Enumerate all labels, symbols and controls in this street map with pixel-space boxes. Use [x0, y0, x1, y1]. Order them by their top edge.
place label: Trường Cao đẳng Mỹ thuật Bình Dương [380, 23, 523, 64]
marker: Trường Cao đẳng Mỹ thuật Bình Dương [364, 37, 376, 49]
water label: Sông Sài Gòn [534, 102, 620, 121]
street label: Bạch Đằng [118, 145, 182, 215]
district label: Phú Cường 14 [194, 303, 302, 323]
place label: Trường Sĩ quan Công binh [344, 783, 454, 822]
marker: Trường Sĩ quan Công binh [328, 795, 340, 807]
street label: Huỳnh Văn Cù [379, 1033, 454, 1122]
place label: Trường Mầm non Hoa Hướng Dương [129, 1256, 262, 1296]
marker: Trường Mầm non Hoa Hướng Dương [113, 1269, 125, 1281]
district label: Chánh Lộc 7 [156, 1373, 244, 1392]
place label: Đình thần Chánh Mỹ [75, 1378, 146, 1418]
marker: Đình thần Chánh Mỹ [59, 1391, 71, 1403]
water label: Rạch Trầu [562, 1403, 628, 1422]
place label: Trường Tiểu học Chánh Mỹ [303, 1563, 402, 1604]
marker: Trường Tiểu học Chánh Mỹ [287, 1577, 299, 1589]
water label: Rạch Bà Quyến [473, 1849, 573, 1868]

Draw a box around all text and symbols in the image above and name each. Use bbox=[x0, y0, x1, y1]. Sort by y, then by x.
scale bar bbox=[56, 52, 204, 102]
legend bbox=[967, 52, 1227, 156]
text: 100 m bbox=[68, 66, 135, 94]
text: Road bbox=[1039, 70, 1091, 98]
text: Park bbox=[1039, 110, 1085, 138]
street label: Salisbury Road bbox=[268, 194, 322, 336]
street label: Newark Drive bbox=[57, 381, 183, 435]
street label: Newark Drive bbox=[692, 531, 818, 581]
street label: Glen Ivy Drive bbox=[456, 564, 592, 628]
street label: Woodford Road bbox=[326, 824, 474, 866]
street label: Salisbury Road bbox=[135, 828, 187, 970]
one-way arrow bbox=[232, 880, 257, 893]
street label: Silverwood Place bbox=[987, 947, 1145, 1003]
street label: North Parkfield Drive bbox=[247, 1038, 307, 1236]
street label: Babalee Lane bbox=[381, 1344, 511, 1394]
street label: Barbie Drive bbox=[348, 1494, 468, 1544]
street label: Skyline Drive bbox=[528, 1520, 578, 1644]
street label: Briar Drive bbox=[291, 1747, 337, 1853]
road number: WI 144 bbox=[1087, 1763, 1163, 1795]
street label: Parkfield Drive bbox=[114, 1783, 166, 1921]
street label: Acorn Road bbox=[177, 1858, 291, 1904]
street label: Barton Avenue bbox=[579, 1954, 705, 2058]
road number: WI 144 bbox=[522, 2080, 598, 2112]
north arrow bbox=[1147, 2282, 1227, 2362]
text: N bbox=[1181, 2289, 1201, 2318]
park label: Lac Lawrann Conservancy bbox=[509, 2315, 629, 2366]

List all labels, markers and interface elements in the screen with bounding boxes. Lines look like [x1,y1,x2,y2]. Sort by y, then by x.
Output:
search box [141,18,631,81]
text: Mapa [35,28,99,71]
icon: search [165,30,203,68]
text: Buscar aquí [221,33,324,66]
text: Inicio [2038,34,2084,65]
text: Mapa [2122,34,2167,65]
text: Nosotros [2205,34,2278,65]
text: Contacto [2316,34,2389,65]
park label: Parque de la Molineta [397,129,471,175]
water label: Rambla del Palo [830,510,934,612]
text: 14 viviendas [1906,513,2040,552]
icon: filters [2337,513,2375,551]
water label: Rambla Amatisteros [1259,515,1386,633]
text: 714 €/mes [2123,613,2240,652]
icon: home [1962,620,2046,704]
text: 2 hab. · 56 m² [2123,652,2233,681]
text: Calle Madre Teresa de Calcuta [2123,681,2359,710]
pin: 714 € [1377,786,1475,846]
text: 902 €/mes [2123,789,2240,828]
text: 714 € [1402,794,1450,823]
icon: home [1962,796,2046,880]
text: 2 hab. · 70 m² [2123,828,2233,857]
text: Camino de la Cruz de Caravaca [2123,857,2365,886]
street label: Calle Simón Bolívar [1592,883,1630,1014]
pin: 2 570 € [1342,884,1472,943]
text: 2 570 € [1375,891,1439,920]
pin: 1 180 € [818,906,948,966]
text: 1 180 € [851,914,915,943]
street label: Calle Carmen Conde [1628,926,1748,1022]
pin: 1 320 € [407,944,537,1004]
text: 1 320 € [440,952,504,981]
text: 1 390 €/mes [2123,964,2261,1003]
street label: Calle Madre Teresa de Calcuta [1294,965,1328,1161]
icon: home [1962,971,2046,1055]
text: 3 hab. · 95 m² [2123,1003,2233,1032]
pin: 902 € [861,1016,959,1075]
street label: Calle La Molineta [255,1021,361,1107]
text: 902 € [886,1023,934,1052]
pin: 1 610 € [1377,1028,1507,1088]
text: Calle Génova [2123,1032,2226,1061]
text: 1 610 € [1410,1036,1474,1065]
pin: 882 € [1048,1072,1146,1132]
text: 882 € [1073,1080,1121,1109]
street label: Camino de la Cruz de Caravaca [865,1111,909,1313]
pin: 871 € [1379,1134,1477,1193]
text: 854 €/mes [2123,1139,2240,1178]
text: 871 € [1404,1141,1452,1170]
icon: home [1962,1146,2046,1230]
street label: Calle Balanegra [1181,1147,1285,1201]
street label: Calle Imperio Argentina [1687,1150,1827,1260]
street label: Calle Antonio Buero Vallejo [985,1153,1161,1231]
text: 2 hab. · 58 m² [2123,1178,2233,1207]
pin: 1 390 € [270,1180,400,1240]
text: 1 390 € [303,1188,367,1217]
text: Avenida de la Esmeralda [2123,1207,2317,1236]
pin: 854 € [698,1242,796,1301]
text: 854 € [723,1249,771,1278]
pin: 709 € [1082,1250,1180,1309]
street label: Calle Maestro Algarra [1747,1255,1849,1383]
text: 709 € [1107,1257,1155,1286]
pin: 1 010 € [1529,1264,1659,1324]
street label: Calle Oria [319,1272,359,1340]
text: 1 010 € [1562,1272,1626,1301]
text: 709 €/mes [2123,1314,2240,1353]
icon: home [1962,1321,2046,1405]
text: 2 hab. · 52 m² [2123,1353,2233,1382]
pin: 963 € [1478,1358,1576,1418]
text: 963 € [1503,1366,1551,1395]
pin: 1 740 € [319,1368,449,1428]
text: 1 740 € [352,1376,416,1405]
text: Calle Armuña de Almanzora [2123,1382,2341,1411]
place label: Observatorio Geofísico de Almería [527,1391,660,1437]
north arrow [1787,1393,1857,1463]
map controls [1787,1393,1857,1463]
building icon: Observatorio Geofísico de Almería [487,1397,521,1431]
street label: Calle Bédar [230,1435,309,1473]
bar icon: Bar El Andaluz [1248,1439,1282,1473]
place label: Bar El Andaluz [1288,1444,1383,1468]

* * * *

Your goal >> All records are to be retyped precisely.

Result below >>
Enumerate all labels, symbols and controls in this street map with pixel-space boxes. Use [x0, y0, x1, y1]. Order them by their top edge.
place label: Trường Cao đẳng Mỹ thuật Bình Dương [380, 23, 523, 64]
marker: Trường Cao đẳng Mỹ thuật Bình Dương [364, 37, 376, 49]
water label: Sông Sài Gòn [534, 102, 620, 121]
street label: Bạch Đằng [118, 145, 182, 215]
district label: Phú Cường 14 [194, 303, 302, 323]
place label: Trường Sĩ quan Công binh [344, 783, 454, 822]
marker: Trường Sĩ quan Công binh [328, 795, 340, 807]
street label: Huỳnh Văn Cù [379, 1033, 454, 1122]
place label: Trường Mầm non Hoa Hướng Dương [129, 1256, 262, 1296]
marker: Trường Mầm non Hoa Hướng Dương [113, 1269, 125, 1281]
district label: Chánh Lộc 7 [156, 1373, 244, 1392]
place label: Đình thần Chánh Mỹ [75, 1378, 146, 1418]
marker: Đình thần Chánh Mỹ [59, 1391, 71, 1403]
water label: Rạch Trầu [562, 1403, 628, 1422]
place label: Trường Tiểu học Chánh Mỹ [303, 1563, 402, 1604]
marker: Trường Tiểu học Chánh Mỹ [287, 1577, 299, 1589]
water label: Rạch Bà Quyến [473, 1849, 573, 1868]

Draw a box around all text and symbols in the image above and name each. Use bbox=[x0, y0, x1, y1]. Sort by y, then by x.
scale bar bbox=[56, 52, 204, 102]
legend bbox=[967, 52, 1227, 156]
text: 100 m bbox=[68, 66, 135, 94]
text: Road bbox=[1039, 70, 1091, 98]
text: Park bbox=[1039, 110, 1085, 138]
street label: Salisbury Road bbox=[268, 194, 322, 336]
street label: Newark Drive bbox=[57, 381, 183, 435]
street label: Newark Drive bbox=[692, 531, 818, 581]
street label: Glen Ivy Drive bbox=[456, 564, 592, 628]
street label: Woodford Road bbox=[326, 824, 474, 866]
street label: Salisbury Road bbox=[135, 828, 187, 970]
one-way arrow bbox=[232, 880, 257, 893]
street label: Silverwood Place bbox=[987, 947, 1145, 1003]
street label: North Parkfield Drive bbox=[247, 1038, 307, 1236]
street label: Babalee Lane bbox=[381, 1344, 511, 1394]
street label: Barbie Drive bbox=[348, 1494, 468, 1544]
street label: Skyline Drive bbox=[528, 1520, 578, 1644]
street label: Briar Drive bbox=[291, 1747, 337, 1853]
road number: WI 144 bbox=[1087, 1763, 1163, 1795]
street label: Parkfield Drive bbox=[114, 1783, 166, 1921]
street label: Acorn Road bbox=[177, 1858, 291, 1904]
street label: Barton Avenue bbox=[579, 1954, 705, 2058]
road number: WI 144 bbox=[522, 2080, 598, 2112]
north arrow bbox=[1147, 2282, 1227, 2362]
text: N bbox=[1181, 2289, 1201, 2318]
park label: Lac Lawrann Conservancy bbox=[509, 2315, 629, 2366]

List all labels, markers and interface elements in the screen with bounding boxes. Lines look like [x1,y1,x2,y2]. Sort by y, then by x.
Output:
search box [141,18,631,81]
text: Mapa [35,28,99,71]
icon: search [165,30,203,68]
text: Buscar aquí [221,33,324,66]
text: Inicio [2038,34,2084,65]
text: Mapa [2122,34,2167,65]
text: Nosotros [2205,34,2278,65]
text: Contacto [2316,34,2389,65]
park label: Parque de la Molineta [397,129,471,175]
water label: Rambla del Palo [830,510,934,612]
text: 14 viviendas [1906,513,2040,552]
icon: filters [2337,513,2375,551]
water label: Rambla Amatisteros [1259,515,1386,633]
text: 714 €/mes [2123,613,2240,652]
icon: home [1962,620,2046,704]
text: 2 hab. · 56 m² [2123,652,2233,681]
text: Calle Madre Teresa de Calcuta [2123,681,2359,710]
pin: 714 € [1377,786,1475,846]
text: 902 €/mes [2123,789,2240,828]
text: 714 € [1402,794,1450,823]
icon: home [1962,796,2046,880]
text: 2 hab. · 70 m² [2123,828,2233,857]
text: Camino de la Cruz de Caravaca [2123,857,2365,886]
street label: Calle Simón Bolívar [1592,883,1630,1014]
pin: 2 570 € [1342,884,1472,943]
text: 2 570 € [1375,891,1439,920]
pin: 1 180 € [818,906,948,966]
text: 1 180 € [851,914,915,943]
street label: Calle Carmen Conde [1628,926,1748,1022]
pin: 1 320 € [407,944,537,1004]
text: 1 320 € [440,952,504,981]
text: 1 390 €/mes [2123,964,2261,1003]
street label: Calle Madre Teresa de Calcuta [1294,965,1328,1161]
icon: home [1962,971,2046,1055]
text: 3 hab. · 95 m² [2123,1003,2233,1032]
pin: 902 € [861,1016,959,1075]
street label: Calle La Molineta [255,1021,361,1107]
text: 902 € [886,1023,934,1052]
pin: 1 610 € [1377,1028,1507,1088]
text: Calle Génova [2123,1032,2226,1061]
text: 1 610 € [1410,1036,1474,1065]
pin: 882 € [1048,1072,1146,1132]
text: 882 € [1073,1080,1121,1109]
street label: Camino de la Cruz de Caravaca [865,1111,909,1313]
pin: 871 € [1379,1134,1477,1193]
text: 854 €/mes [2123,1139,2240,1178]
text: 871 € [1404,1141,1452,1170]
icon: home [1962,1146,2046,1230]
street label: Calle Balanegra [1181,1147,1285,1201]
street label: Calle Imperio Argentina [1687,1150,1827,1260]
street label: Calle Antonio Buero Vallejo [985,1153,1161,1231]
text: 2 hab. · 58 m² [2123,1178,2233,1207]
pin: 1 390 € [270,1180,400,1240]
text: 1 390 € [303,1188,367,1217]
text: Avenida de la Esmeralda [2123,1207,2317,1236]
pin: 854 € [698,1242,796,1301]
text: 854 € [723,1249,771,1278]
pin: 709 € [1082,1250,1180,1309]
street label: Calle Maestro Algarra [1747,1255,1849,1383]
text: 709 € [1107,1257,1155,1286]
pin: 1 010 € [1529,1264,1659,1324]
street label: Calle Oria [319,1272,359,1340]
text: 1 010 € [1562,1272,1626,1301]
text: 709 €/mes [2123,1314,2240,1353]
icon: home [1962,1321,2046,1405]
text: 2 hab. · 52 m² [2123,1353,2233,1382]
pin: 963 € [1478,1358,1576,1418]
text: 963 € [1503,1366,1551,1395]
pin: 1 740 € [319,1368,449,1428]
text: 1 740 € [352,1376,416,1405]
text: Calle Armuña de Almanzora [2123,1382,2341,1411]
place label: Observatorio Geofísico de Almería [527,1391,660,1437]
north arrow [1787,1393,1857,1463]
map controls [1787,1393,1857,1463]
building icon: Observatorio Geofísico de Almería [487,1397,521,1431]
street label: Calle Bédar [230,1435,309,1473]
bar icon: Bar El Andaluz [1248,1439,1282,1473]
place label: Bar El Andaluz [1288,1444,1383,1468]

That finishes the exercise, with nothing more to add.